Virtual Library

Start Your Search

H. Qi



Author of

  • +

    Poster Display session (Friday) (ID 65)

    • Event: ELCC 2018
    • Type: Poster Display session
    • Track:
    • Presentations: 1
    • Moderators:
    • Coordinates: 4/13/2018, 12:30 - 13:00, Hall 1
    • +

      7P - The regulation of FOXP3 expression by GLI-1 in non-small cell lung cancer cells and its influence on lung cancer cell stemness (ID 174)

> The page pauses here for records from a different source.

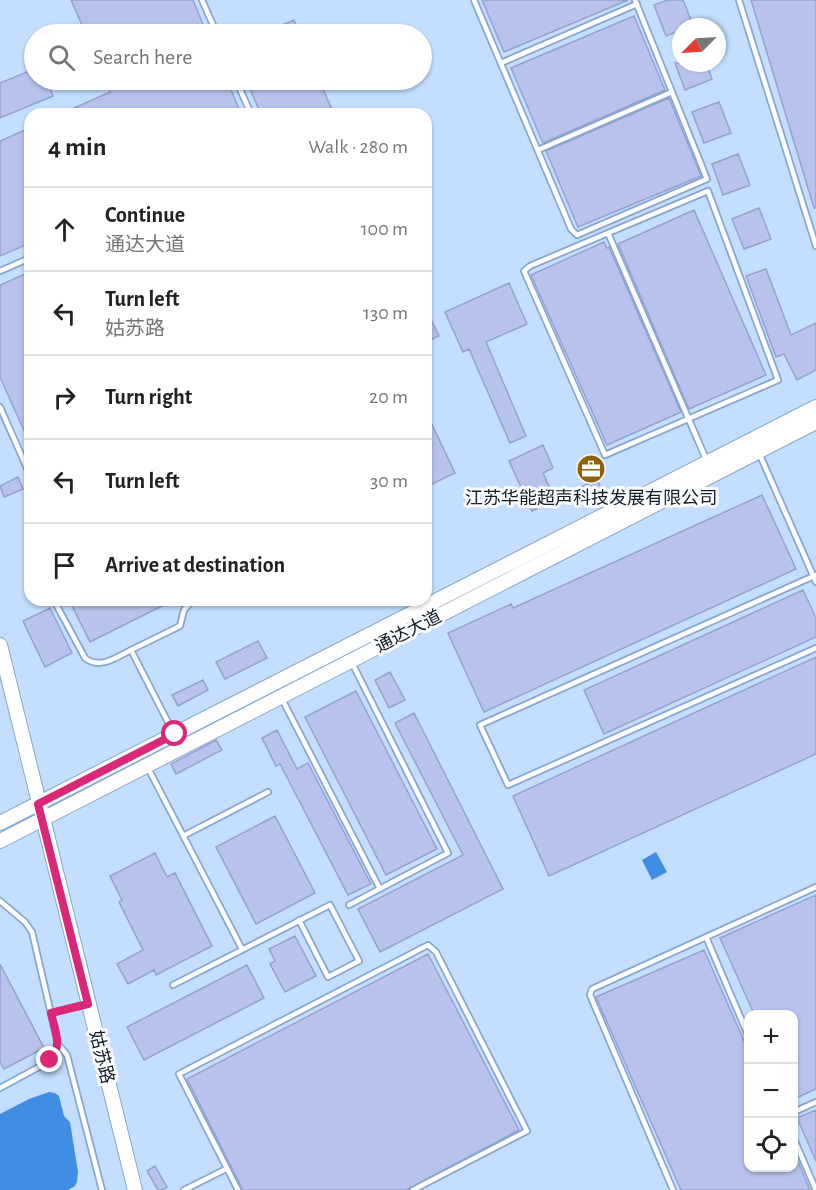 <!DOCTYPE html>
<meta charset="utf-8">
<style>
body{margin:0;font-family:"Alegreya Sans","Noto Sans SC",sans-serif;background:#f6f6f6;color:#222}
.controls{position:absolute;right:18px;bottom:18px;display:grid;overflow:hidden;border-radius:12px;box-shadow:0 2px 4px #0004}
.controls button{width:54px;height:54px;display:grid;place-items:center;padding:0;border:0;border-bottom:2px solid #e0e0e0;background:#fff;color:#222;font:30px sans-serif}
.compass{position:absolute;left:672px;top:18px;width:54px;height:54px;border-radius:50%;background:#fff;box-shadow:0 2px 4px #0004;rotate:246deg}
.stop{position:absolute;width:18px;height:18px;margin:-14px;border:4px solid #db2777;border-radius:50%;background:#fff}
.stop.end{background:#db2777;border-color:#fff;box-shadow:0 2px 6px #0008}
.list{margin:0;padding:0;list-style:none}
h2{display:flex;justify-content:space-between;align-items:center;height:78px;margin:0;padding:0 24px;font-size:26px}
h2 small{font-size:20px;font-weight:400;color:#767676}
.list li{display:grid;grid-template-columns:39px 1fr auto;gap:18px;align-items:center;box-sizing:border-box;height:84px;padding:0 24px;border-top:2px solid #e0e0e0}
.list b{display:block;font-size:22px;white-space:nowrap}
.list p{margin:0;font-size:20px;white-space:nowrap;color:#767676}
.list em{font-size:20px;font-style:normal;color:#767676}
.icon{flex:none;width:33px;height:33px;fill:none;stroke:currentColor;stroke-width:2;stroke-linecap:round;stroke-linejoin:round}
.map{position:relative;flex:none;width:816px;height:1190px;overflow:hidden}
.search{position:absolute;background:#fff;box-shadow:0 2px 4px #0004;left:24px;top:24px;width:408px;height:66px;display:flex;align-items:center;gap:15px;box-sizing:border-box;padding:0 21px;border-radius:33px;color:#767676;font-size:22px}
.panel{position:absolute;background:#fff;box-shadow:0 2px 4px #0004;left:24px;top:108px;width:408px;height:498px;border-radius:18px}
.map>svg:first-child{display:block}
.water{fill:#408ee4}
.building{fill:#b8c3ed;stroke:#95a1ce;stroke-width:1.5}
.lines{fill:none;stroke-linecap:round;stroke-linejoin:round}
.lane-casing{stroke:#87a7ce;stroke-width:8}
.secondary-casing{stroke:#87a7ce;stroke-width:16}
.lane{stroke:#fff;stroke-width:4.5}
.secondary{stroke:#fff;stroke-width:14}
.route{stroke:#db2777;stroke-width:8}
.labels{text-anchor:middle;stroke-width:6;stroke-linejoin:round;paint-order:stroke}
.poi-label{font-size:18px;fill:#101d2b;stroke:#fcfcfc}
.street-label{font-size:18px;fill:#101d2b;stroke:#fcfcfc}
</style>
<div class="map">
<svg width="816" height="1190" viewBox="0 0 816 1190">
<rect width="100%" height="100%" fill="#c3deff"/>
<path class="water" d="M656 852 667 872 652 880 642 860Z
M49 1092 55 1093 59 1096 64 1116 70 1122 78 1172 77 1182 75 1186 68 1190H0V1114L29 1099Z"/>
<path class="building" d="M71 0H193L207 34H86Z
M482 0H628L504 52Z
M668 0H683L694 27H681V30L666 36 654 5Z
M751 0H816V208H814Z
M634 16 665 90 543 143 511 68Z
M294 20 300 34H260Z
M675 63H706L712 79 685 90Z
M34 69V80H46L53 96 0 118V83Z
M105 80H227L241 114H61L110 92Z
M246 80H319L334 114H261Z
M669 98 701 176 578 227 546 151Z
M719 102 731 133 704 143 692 112Z
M30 128V243L0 256V141Z
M738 154 750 185 723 195 712 164Z
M759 208 771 239 744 249 732 219Z
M694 210 766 375 689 409 618 244Z
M604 242 607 248 609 247 681 412 607 445 531 275Z
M766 269 791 335 816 323V370L797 380 784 354 776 357 746 276Z
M30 272V444L0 377V285Z
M509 283 527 324 486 342 526 436 510 443 469 349 463 352 445 312Z
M426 309 439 336 426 342Z
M426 412 455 473 426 487Z
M543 445 553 468 543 473 552 493 563 488 566 496 532 511 509 461Z
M18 477 23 489 4 497 0 486Z
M597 479 601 488 583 497 579 488Z
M762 495 796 569 484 712 448 633 511 604 513 608Z
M803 590 816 618V637L604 734 584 690Z
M69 600H174L90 642Z
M50 608 72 653 45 667 23 621Z
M258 641 267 658 225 679 216 662Z
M816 657V754L549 876 513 796Z
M390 672 405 700 389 708 375 680Z
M203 680 208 690 178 706 172 695Z
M356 691 437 849 386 875 305 717Z
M414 713 503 889 380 952 358 909 463 855 395 723Z
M277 730 297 769 308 763 371 884 348 895 280 764 276 766 262 738Z
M216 740 222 750 176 774 171 764Z
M275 816 315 893 256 924 216 847Z
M155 853 167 877 175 873 212 946 156 975 154 970 128 984 117 964 143 950 119 902 122 900 110 876Z
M816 895V1089L794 1099V1014H754L720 938Z
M295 936 316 976 285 992 270 964 275 961 269 949Z
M704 950 748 1050V1167H794V1152L810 1190H681L596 997Z
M428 954 519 1130 406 1190H243L187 1079Z
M0 964 44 1048 4 1069 0 1062Z
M247 965 264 998 144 1060 127 1027Z
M816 1110V1161L797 1118Z
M155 1166 167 1187 162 1190H158L147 1171Z"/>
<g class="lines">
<g class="lane-casing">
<path id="lane" d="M202 0 217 34
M474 0 571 229 577 235 707 179 635 0
M739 0 816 246
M501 63 637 4
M236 80 251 114
M538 150 672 92
M608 233 530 266 524 271 605 455 778 380 708 191 608 233 706 459
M0 271 30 258
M0 407 30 475
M759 453 816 582
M816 575 480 725 508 785 816 648
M57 606 85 658C100 670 117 657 131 650
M282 699 380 889
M173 732 131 650 180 626 184 610 193 600
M148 768 242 949
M183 836 268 792
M0 901 25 922 32 932 58 1044 56 1053 50 1061 0 1088
M349 905 448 853 352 663
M706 937 748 1035
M173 985 330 905 359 961 328 977 299 920
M51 1013 86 1004
M58 1044 67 1055 102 1190
M794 1112 816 1102
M794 1139 816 1190
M184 1190 226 1169
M238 1190 179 1074 428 945 436 952 527 1131 413 1190
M673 1190 590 995 592 989 816 887"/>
</g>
<g class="secondary-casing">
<path id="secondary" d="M0 645 135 1190
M0 823 816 407
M0 841 816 422"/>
</g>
<use href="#lane" class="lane"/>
<use href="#secondary" class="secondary"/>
</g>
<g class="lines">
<path class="route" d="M50 1060C63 1046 55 1031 51 1013L88 1004 38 804 175 734"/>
</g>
<defs>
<g id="office-disc" transform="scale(1.5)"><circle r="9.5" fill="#90600d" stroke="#fcfcfc"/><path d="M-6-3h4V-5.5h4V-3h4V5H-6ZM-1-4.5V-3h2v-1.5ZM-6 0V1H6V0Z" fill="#fff"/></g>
</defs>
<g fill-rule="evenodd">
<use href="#office-disc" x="591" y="469"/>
</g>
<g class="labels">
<g class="poi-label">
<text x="591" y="504">江苏华能超声科技发展有限公司</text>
</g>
<g class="street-label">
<text transform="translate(408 631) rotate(-27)" y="6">通达大道</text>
<text transform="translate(102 1057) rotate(76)" y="6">姑苏路</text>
</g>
</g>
</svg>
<div class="controls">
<button>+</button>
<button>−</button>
<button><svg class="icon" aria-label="locate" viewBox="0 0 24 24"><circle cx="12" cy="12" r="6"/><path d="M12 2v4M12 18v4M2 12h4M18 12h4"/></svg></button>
</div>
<svg class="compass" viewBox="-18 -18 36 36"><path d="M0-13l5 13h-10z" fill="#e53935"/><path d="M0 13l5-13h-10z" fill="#767676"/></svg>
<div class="stop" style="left:175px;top:734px"></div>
<div class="stop end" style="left:50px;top:1060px"></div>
<div class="search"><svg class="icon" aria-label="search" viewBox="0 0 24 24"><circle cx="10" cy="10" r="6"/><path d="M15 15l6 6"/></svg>Search here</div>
<section class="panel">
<h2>4 min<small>Walk · 280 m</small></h2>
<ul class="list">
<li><svg class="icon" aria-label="ahead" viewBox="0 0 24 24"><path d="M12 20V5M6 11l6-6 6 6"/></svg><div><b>Continue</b><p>通达大道</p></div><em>100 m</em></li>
<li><svg class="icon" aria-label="left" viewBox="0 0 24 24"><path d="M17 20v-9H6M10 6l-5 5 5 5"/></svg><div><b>Turn left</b><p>姑苏路</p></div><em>130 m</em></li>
<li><svg class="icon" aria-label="right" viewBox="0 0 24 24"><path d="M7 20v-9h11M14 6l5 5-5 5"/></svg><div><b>Turn right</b></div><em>20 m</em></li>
<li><svg class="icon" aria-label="left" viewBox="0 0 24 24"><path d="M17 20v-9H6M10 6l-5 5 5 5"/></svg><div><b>Turn left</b></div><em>30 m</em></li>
<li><svg class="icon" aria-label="arrive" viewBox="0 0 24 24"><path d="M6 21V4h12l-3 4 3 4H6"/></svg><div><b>Arrive at destination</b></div></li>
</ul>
</section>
</div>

      12:30 - 13:00  |  Presenting Author(s): H. Qi

      • Abstract

      Background:
      Later numerous publications have demonstrated that lymphocytic FOXP3 is significantly associated with immune suppression. However, there are conflict data concerning its function among malignant cells. In colorectal cancer cells the inhibition of FOXP3 expression can result in increased cancer stemness. However whether this is the case in lung CSC or whether it is related to GLI-1 remains unclear.

      Methods:
      In this study, a series of in vivo and in vitro experiments will be conducted to clarify the regulation of FOXP3 expression in non-small-cell lung cancer cells, and its influence upon lung cancer cell stemness.

      Results:
      The cells with FOXP3 over expression and negative controls were applied for mRNA expression microarray experiments, and the results showed that when the expression of FOXP3 was up regulated, the expression of GLI-1 was oppositely regulated. Three NSCLC cell lines were treated with NNK for different periods. The results show that with the treat time progressing, the expression of FOXP3 was up regulated with the expression of GLI-1 down regulated. When the FOXP3 expression was up regulated, the expression of GLI-1 was suppressed, while the expression of cancer stem cell markers includes SOX2, Nanog and CD133 were also up regulated, which meant the cancer stemness increased. When the GLI-1 expression was up regulated, the expression of FOXP3 was increased, and the expression of cancer stem cell markers include SOX2 and Nanog were also up regulated, which meant the cancer stemness increased. For tumors with FOXP3 over expressed, the expression of GLI-1 was up regulated and the cancer stemness increased. GLI-1 and FOXP3 might bind with each other inside cells. It was easier for H460-FOXP3 cells to form tumor sphere, and the diameter is much larger.

      Conclusions:
      GLI-1 might influence lung cancer stem cells by regulating the expression of FOXP3.

      Clinical trial identification:


      Legal entity responsible for the study:
      Chinese University of Hong Kong

      Funding:
      General Research Fund from Chinese University of Hong Kong

      Disclosure:
      All authors have declared no conflicts of interest.